Fleur Noguera, Crasy textile, 2023, Tissage double étoffe, 60 x 114 cm

Fleur Noguera, Crasy textile, 2023, Tissage double étoffe, 60 x 114 cm

Fleur Noguera, Crasy textile, 2022, Tissage, 62 x 105 cm

Fleur Noguera est née en 1972 ; elle vit et travaille à Douarnenez. Son travail a fait l’objet de nombreuses expositions personnelles , notamment à la Casa del Lago, Mexico ; au Drawing center,New York ; à 40m cube, Rennes ; à la galerie Dohyang Lee, Paris ; au CRAC, Sète. Depuis 2003 elle participe très fréquemment à des expositions collectives, les plus récentes étant Entendre les images, Ateliers des Arques, Les Arques et Voyage dans la roche, Hang-art. Esquieze-Sère, 2023 ; La Grande Diagonale, la Station, Nice, 2021, commissariat Bruno Peinado ; Some Of Us, Kunstwerk Carlshütte, Budesldor, Allemagne, 2019, commissariat de Jérôme Cotinet-Alphaise et Marianne Derrien.

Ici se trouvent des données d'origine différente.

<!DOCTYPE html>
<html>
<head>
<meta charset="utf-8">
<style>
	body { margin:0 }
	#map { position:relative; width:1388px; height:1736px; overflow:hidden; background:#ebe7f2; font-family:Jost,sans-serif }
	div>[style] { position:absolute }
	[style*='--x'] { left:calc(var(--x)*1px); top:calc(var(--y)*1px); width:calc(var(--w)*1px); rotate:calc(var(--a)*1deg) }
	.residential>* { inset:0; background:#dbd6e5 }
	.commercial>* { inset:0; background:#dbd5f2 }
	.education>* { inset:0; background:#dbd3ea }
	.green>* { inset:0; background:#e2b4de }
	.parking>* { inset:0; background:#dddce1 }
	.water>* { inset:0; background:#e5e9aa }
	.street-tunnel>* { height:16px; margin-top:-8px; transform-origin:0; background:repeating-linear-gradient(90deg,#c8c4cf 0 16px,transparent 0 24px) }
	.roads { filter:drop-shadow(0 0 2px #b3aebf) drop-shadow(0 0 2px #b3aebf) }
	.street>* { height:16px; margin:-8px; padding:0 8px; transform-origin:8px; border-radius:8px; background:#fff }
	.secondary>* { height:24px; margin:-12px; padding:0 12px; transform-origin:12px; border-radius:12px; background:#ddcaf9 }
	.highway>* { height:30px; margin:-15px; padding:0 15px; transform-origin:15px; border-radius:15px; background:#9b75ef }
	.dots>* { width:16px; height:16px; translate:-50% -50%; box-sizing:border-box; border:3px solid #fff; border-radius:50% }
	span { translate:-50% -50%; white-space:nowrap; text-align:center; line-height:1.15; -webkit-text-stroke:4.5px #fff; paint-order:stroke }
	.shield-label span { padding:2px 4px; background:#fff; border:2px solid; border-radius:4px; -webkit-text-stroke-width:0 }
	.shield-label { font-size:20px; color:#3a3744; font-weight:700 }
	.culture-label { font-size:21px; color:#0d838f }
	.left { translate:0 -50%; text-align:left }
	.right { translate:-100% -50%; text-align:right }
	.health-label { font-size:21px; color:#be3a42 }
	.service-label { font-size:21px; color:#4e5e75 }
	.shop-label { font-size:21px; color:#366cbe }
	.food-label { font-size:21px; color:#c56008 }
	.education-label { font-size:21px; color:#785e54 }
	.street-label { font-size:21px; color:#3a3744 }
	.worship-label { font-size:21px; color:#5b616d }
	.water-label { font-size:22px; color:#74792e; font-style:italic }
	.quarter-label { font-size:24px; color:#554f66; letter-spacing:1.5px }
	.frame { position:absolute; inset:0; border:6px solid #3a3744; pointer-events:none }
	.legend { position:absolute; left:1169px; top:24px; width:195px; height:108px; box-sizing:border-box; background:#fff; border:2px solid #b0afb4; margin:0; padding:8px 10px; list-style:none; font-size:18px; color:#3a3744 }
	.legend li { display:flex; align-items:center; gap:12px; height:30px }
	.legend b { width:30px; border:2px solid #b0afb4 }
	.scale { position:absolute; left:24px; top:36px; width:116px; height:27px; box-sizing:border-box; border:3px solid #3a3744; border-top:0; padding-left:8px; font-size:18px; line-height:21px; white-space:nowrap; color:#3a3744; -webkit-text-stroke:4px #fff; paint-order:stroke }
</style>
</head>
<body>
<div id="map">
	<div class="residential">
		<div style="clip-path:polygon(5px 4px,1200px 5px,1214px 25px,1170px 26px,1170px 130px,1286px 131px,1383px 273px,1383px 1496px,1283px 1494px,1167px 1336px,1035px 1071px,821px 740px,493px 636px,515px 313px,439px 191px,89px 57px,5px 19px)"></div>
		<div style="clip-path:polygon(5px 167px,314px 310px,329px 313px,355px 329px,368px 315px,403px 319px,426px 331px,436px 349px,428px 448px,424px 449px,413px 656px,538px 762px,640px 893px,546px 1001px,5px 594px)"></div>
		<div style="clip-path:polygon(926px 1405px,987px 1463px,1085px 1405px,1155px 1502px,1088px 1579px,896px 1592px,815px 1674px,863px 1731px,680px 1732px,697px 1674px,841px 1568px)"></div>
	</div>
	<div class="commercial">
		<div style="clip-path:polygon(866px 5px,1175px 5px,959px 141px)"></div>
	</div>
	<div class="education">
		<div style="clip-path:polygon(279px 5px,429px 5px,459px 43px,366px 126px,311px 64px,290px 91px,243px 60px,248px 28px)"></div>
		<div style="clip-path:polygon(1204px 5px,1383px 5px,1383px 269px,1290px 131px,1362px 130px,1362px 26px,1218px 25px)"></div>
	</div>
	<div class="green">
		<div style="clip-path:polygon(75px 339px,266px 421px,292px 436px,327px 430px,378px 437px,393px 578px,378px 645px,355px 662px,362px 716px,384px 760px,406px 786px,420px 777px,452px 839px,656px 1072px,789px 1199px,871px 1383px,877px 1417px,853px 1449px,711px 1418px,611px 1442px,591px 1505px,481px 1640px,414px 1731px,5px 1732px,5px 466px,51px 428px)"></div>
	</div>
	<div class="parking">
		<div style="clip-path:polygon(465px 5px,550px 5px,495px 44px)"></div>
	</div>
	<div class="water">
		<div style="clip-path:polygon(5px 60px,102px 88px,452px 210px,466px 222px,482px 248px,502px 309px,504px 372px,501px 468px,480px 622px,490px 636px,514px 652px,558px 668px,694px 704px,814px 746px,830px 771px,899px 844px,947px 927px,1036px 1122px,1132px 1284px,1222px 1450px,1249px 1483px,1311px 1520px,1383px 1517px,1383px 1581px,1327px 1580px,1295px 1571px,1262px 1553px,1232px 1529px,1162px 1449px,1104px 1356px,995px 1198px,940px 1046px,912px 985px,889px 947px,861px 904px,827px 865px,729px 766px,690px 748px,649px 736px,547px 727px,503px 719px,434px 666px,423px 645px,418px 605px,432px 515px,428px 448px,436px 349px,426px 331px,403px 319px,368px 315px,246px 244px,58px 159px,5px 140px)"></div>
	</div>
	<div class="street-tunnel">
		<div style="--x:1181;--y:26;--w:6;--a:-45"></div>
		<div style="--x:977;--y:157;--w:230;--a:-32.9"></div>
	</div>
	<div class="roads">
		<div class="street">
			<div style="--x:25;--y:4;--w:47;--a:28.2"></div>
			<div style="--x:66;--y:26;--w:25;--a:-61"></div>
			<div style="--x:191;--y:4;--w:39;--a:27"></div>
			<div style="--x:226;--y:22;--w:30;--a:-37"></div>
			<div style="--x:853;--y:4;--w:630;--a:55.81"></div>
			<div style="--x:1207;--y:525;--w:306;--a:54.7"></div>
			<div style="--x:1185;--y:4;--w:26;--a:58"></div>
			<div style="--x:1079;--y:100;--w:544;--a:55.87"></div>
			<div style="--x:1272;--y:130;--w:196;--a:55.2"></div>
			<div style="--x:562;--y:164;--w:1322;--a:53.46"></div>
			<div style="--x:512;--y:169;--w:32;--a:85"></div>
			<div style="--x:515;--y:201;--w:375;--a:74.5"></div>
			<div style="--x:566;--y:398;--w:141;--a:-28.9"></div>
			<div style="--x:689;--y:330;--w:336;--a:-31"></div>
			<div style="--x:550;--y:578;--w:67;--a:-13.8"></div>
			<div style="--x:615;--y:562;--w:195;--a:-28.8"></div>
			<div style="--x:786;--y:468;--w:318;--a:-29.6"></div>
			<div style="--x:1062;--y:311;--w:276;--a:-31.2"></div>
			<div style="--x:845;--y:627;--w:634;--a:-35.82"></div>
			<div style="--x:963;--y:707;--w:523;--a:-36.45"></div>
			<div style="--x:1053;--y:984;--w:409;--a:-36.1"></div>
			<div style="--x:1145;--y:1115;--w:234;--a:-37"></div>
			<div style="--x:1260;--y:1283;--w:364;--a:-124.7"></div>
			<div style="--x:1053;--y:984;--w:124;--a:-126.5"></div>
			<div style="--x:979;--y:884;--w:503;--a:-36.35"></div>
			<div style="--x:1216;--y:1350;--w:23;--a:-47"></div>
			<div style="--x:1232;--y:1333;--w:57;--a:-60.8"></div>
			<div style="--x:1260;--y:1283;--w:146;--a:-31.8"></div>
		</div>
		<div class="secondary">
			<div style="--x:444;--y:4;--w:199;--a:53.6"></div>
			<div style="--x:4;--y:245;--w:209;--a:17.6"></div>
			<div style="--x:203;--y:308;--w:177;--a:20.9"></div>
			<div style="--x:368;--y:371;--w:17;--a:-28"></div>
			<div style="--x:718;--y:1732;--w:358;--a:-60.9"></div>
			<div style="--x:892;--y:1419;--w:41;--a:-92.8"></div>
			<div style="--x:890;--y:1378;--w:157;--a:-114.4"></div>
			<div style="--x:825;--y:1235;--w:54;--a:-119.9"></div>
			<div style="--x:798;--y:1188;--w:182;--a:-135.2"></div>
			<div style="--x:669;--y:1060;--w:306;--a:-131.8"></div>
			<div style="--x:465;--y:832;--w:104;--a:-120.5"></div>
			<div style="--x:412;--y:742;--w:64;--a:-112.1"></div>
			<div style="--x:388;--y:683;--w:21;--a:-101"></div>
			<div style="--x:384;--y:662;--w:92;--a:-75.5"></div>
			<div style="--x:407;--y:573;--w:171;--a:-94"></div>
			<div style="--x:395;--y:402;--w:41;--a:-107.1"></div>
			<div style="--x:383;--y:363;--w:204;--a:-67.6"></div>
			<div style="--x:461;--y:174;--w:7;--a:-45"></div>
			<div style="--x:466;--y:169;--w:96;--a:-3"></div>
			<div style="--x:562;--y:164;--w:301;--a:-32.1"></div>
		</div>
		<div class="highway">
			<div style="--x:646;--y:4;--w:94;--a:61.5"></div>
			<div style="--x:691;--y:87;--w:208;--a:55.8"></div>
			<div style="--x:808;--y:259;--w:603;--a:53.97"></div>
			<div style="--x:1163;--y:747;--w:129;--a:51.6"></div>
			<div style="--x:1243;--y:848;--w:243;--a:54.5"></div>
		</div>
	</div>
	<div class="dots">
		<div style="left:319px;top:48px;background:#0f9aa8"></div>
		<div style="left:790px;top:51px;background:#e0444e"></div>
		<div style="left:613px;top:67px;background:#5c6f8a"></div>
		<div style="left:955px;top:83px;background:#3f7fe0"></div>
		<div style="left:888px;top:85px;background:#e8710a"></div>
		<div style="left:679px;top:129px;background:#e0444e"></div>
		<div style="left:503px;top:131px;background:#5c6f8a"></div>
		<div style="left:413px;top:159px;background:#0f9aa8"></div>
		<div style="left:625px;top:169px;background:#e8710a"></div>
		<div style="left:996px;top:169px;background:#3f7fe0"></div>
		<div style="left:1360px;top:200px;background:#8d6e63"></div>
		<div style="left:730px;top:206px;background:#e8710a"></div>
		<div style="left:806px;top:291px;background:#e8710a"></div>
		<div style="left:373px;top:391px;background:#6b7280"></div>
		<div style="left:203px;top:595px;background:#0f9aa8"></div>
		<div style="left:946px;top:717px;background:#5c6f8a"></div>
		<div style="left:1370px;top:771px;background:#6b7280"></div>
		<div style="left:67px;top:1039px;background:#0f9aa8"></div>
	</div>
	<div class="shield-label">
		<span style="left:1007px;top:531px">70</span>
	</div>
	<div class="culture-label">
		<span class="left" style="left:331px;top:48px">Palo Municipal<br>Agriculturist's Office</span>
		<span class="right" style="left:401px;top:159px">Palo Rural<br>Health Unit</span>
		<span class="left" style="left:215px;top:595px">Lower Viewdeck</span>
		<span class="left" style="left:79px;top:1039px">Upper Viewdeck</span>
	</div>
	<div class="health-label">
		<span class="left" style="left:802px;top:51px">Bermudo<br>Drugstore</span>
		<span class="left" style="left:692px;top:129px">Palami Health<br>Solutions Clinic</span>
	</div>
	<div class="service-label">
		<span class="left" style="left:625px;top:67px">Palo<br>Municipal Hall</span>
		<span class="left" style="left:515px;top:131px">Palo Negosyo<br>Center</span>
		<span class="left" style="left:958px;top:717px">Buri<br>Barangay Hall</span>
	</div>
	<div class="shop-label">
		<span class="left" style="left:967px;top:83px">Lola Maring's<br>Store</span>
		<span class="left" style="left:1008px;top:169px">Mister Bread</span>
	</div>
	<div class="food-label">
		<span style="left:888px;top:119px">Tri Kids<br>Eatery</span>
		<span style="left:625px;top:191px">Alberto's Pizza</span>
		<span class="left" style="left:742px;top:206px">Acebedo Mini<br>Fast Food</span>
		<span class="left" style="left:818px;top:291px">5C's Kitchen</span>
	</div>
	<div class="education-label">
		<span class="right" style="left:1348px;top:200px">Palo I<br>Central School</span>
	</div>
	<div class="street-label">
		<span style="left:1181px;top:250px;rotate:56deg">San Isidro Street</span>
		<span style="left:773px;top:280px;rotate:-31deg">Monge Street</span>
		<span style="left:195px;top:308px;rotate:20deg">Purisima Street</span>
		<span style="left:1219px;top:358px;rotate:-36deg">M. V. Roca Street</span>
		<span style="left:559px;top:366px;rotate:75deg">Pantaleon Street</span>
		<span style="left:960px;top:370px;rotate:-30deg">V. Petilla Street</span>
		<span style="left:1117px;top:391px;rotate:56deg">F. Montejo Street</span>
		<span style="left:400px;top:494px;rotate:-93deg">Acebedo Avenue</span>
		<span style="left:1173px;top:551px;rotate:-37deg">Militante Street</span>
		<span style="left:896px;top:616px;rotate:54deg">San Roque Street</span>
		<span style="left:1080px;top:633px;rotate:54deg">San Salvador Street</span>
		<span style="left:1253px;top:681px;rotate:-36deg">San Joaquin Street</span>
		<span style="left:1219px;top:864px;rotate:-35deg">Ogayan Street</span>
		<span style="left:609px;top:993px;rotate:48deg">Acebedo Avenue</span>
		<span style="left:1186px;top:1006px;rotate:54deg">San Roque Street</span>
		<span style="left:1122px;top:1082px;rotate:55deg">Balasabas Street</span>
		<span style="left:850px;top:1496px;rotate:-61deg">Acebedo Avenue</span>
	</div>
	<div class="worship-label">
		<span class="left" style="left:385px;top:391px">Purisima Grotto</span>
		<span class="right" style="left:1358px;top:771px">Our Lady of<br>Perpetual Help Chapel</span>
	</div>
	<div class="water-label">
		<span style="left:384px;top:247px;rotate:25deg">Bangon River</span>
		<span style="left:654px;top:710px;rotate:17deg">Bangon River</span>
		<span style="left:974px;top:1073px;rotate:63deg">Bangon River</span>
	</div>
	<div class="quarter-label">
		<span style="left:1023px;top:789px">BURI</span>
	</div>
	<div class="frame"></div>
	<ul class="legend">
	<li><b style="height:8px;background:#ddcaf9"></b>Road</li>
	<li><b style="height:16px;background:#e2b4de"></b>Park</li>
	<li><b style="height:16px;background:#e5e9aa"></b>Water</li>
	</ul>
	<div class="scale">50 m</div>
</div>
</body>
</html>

Multipliant les supports alliant simplification et minutie des formes, Fleur Noguera s’inspire d’environnements issus du milieu naturel ainsi que de son propre quotidien urbain.

La ligne est un élément récurent dans l’ensemble de son travail, comme pour les séries de collages, dessins et peintures où les traits sont volontairement dirigés pour créer une rupture entre les plans. Motif formel, elle est aussi le fil conducteur des récits de films. Et plus récemment elle devient le support, la structure : la chaîne et la trame, de compositions tissées.

« Crazy textile » est une série de tissages double étoffe, technique qui permet de tisser deux faces à la fois, tout en jouant sur des va-et-vient de couleurs et de formes entre la face visible et la face cachée. Réalisés sans dessins préalables, les tissages s’improvisent en s’inspirant du quotidien, de l’art ainsi que de la pratique textile. Le titre « Crazy textile » fait référence à des Quilts confectionnés par des femmes qui par le biais de ces créations s’émancipent des règles imposées par leur environnement.